Location
- Shrewton, Wiltshire, SP3 4HL England 51°12′12″N 1°54′15″W﻿ / ﻿51.2032°N 1.9042°W

Information
- Type: Independent Coeducational
- Motto: "A unique path to success"
- Established: 1988
- Founder: Peter Gardner and Gerald Trump
- Department for Education URN: 126535 Tables
- Head: David King
- Gender: Mixed
- Age: 7 to 16
- Enrolment: Approx 156
- Website: www.applefordschool.org

= Appleford School =

Appleford School is a private specialist dyslexia school near Shrewton in Wiltshire, England.

==History==
Appleford was founded in 1988 by Dr Peter Gardner, a chartered educational psychologist, a chartered forensic psychologist and a chartered counselling psychologist of the British Psychological Society, and Gerald Trump. Zoë Wanamaker later became patron of Appleford. It was originally a prep school for pupils aged 7 to 13, and later expanded to take pupils up to 18 years old, studying BTECs and GCSEs.

Appleford specialises in teaching pupils with dyslexia, dyscalculia and dyspraxia. The school is accredited by the Council for the Registration of Schools Teaching Dyslexic Pupils (CReSTeD).

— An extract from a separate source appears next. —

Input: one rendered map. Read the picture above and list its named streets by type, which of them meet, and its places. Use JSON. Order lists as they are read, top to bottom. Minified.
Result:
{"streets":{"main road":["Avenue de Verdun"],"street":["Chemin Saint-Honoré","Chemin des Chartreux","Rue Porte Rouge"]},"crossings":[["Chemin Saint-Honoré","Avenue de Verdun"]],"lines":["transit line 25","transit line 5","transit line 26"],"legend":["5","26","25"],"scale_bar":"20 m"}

In 2012, 2015 and 2023 the Independent Schools Inspectorate rated the school "excellent" in all areas, and in 2018 all standards were met in the Regulatory Compliance inspection. In the Independent School Awards, Appleford was shortlisted in 2014 and 2015 in two categories, won the Award for Outstanding Sport (Small School) in 2018, and was shortlisted in 2019 for the Outstanding Provision for Learning Support Award. In 2021 Appleford won the Bronze Lockdown Hero Award for Learner and Community Support in the Pearson National Teaching Awards, and in 2021 and 2022 was shortlisted for the Small Independent School of the Year in the Independent School of the Year Awards.

==General information==

The school has a maximum of 10 pupils per class. It employs a range of staff, including specialist teachers and therapists. The school gives access to qualifications including GCSEs (with options at Year 8) and BTEC Vocational and Functional Skills Certificates. It takes pupils on a day, week or full board basis.

==Houses==
The school is split into five houses: Maddington House, Willow House, Elm House, The Beeches and Oak House. All boarding houses are on the main school site, except Maddington House which is in the nearby village of Shrewton.